[Data supplied]

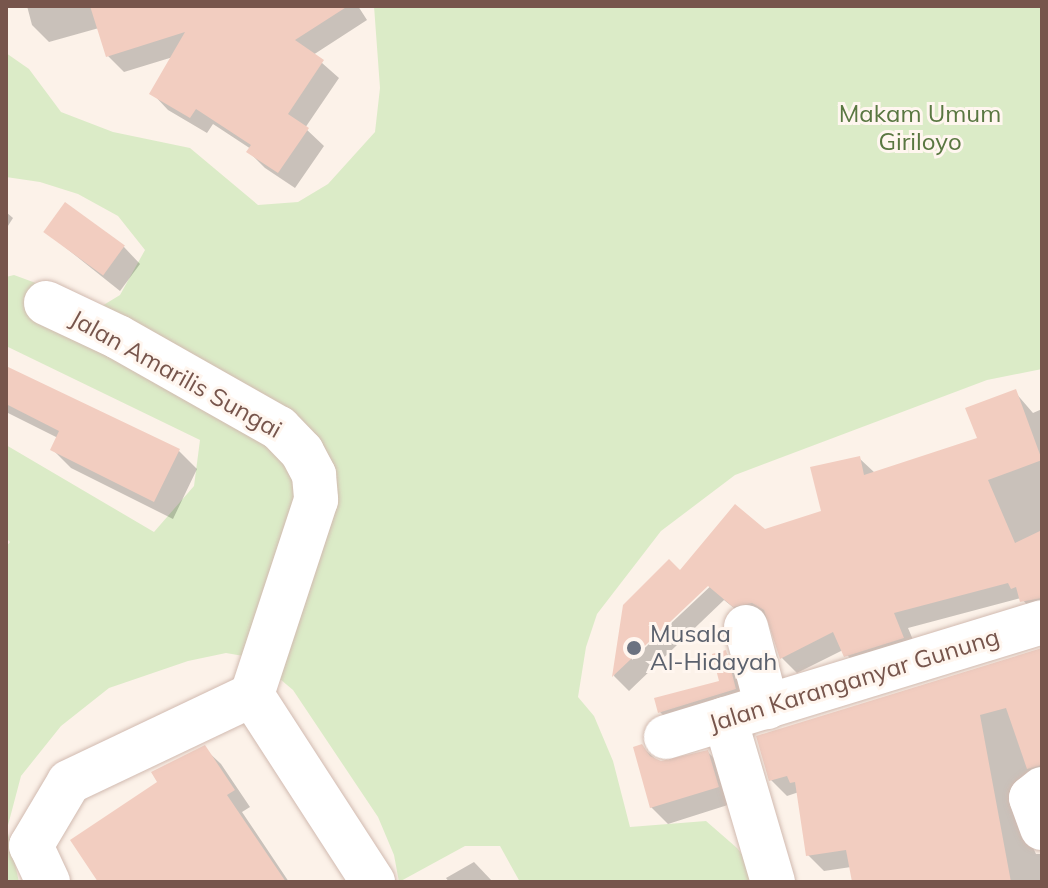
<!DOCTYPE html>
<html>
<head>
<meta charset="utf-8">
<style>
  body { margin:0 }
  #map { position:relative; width:1048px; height:888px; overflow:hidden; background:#fcf2e9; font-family:Mulish,sans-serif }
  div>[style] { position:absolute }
  .green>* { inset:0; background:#dbebc7 }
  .shadow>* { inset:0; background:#0003 }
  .building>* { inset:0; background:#f2cdc0; transform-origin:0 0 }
  .roads { filter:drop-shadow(0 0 2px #d1bab0) drop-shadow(0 0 2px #d1bab0) }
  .minor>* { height:44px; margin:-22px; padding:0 22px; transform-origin:22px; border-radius:22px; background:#fff }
  .dots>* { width:22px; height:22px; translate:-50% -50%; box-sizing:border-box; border:4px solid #fff6ef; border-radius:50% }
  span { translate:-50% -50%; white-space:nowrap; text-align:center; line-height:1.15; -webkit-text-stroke:6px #fff6ef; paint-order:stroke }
  .park-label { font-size:24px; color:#597741 }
  .street-label { font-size:24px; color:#77554c }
  .worship-label { font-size:24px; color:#5b616d }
  .left { translate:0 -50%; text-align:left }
  .frame { position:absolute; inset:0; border:8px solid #77554c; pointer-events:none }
</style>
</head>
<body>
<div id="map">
  <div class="green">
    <div style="clip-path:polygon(374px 6px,1042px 6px,1042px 369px,987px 380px,735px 475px,661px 531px,597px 614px,586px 647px,578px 697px,594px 716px,613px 761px,630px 827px,706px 821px,737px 848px,756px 872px,746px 882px,520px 882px,500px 846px,465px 846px,399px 882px,394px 855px,378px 817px,293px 690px,255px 658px,226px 653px,188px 661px,109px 688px,61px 726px,21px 776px,7px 829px,19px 882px,6px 882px,6px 547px,10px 542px,6px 538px,6px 445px,154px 532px,194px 486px,200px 440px,6px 346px,6px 277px,14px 275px,52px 289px,92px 312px,120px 295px,145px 250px,118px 216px,78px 194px,40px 182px,6px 177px,6px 53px,29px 69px,61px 112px,113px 132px,190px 148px,258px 205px,298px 202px,328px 184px,375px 132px,380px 88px)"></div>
  </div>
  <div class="shadow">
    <div style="clip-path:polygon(27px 6px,358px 6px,367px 20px,313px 55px,339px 78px,305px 128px,324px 146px,295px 188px,265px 168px,249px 152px,251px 149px,213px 124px,207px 133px,168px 110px,152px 93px,173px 57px,124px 72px,108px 56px,99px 28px,49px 42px,32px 25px)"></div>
    <div style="clip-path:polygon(6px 212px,13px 218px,6px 229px)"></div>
    <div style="clip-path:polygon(46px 232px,124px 247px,140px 264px,120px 291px)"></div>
    <div style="clip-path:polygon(6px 367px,179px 451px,197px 469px,173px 519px,71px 468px,52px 449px,58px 438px,6px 412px)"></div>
    <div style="clip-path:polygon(evenodd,1015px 392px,1033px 413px,1042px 409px,1042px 617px,1038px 617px,1021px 598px,908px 628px,919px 654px,861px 671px,843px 650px,797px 673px,782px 658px,769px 618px,750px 621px,724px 600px,629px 691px,614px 676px,624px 606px,680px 572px,765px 531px,823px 513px,859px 458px,875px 473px,980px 440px,1015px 392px,713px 578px,716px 581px,632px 660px,632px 654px,713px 578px)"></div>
    <div style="clip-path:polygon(1042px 650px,1042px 785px,1022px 824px,1036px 854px,1042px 854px,1042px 882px,854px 882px,851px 867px,824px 871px,808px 855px,799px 792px,787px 796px,771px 780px)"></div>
    <div style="clip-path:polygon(726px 653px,734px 661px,743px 697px,668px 720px,660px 712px,722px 682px)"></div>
    <div style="clip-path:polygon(642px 747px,661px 764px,708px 752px,724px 769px,734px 803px,668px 824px,651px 807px)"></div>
    <div style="clip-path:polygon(204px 748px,221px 764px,250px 807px,242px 812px,289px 882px,102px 882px,160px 782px)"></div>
    <div style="clip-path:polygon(474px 862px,493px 882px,449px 882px,446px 878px)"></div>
  </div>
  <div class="building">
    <div style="clip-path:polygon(90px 6px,348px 6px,295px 40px,324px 60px,288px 114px,309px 128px,278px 173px,246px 152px,251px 145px,196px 109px,190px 118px,149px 94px,185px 32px,106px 57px)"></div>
    <div style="left:65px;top:202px;width:74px;height:37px;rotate:36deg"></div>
    <div style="clip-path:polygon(6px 366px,180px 449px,154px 502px,50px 450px,59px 431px,6px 404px)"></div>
    <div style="clip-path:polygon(1016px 389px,1042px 460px,988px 480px,1015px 543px,1042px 530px,1042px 598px,1020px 602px,1016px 587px,1011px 589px,1008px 583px,894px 613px,904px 638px,844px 657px,833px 632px,780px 659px,764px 610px,752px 603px,733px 607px,708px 586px,612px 677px,623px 605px,669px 559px,680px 570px,735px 504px,765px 529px,821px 511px,810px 467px,860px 456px,864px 475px,977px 438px,965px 408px)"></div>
    <div style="clip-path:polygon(1042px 648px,1042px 765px,1027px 769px,1006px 708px,980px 715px,1011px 882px,852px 882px,846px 850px,806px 856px,795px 782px,790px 783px,787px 776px,769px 781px,756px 736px)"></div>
    <div style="clip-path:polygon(726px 650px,736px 689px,658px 713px,654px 698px,719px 681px,712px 654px)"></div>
    <div style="clip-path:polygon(642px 744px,650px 756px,661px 761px,708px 750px,719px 787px,650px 808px,633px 747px)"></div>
    <div style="clip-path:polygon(205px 745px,235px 790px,227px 795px,286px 882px,98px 882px,70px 840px,157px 782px,151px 772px)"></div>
  </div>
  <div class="roads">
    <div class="minor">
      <div style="left:46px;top:303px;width:80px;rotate:25.3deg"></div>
      <div style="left:118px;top:337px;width:185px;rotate:29.5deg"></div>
      <div style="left:279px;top:428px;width:33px;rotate:46deg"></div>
      <div style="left:302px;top:452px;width:26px;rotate:62deg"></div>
      <div style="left:314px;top:475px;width:25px;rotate:85deg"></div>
      <div style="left:316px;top:500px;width:205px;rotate:108.2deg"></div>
      <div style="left:746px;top:627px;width:83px;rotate:75.3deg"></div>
      <div style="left:252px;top:695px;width:223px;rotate:57.1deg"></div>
      <div style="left:725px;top:719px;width:170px;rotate:73.6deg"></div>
      <div style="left:666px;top:737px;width:393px;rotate:-17deg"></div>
      <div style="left:1042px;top:789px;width:14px;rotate:141deg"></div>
      <div style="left:1031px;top:798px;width:32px;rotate:70deg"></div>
      <div style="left:48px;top:882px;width:40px;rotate:-115deg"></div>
      <div style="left:31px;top:846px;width:74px;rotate:-59.3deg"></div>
      <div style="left:69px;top:782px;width:203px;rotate:-25.4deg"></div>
    </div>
  </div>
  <div class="dots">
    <div style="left:634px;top:648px;background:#6b7280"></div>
  </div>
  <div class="park-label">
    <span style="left:920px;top:128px">Makam Umum<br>Giriloyo</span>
  </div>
  <div class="street-label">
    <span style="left:176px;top:374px;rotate:29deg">Jalan Amarilis Sungai</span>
    <span style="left:854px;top:680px;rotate:-17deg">Jalan Karanganyar Gunung</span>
  </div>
  <div class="worship-label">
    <span class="left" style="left:650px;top:648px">Musala<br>Al-Hidayah</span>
  </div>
  <div class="frame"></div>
</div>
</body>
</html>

[Exercise] Pictures do not belong in the copy. Repeat only the lines from the top of the records through the line containing "filter:drop-shadow(0 0 2px".

[Response for this exercise]
<!DOCTYPE html>
<html>
<head>
<meta charset="utf-8">
<style>
  body { margin:0 }
  #map { position:relative; width:1048px; height:888px; overflow:hidden; background:#fcf2e9; font-family:Mulish,sans-serif }
  div>[style] { position:absolute }
  .green>* { inset:0; background:#dbebc7 }
  .shadow>* { inset:0; background:#0003 }
  .building>* { inset:0; background:#f2cdc0; transform-origin:0 0 }
  .roads { filter:drop-shadow(0 0 2px #d1bab0) drop-shadow(0 0 2px #d1bab0) }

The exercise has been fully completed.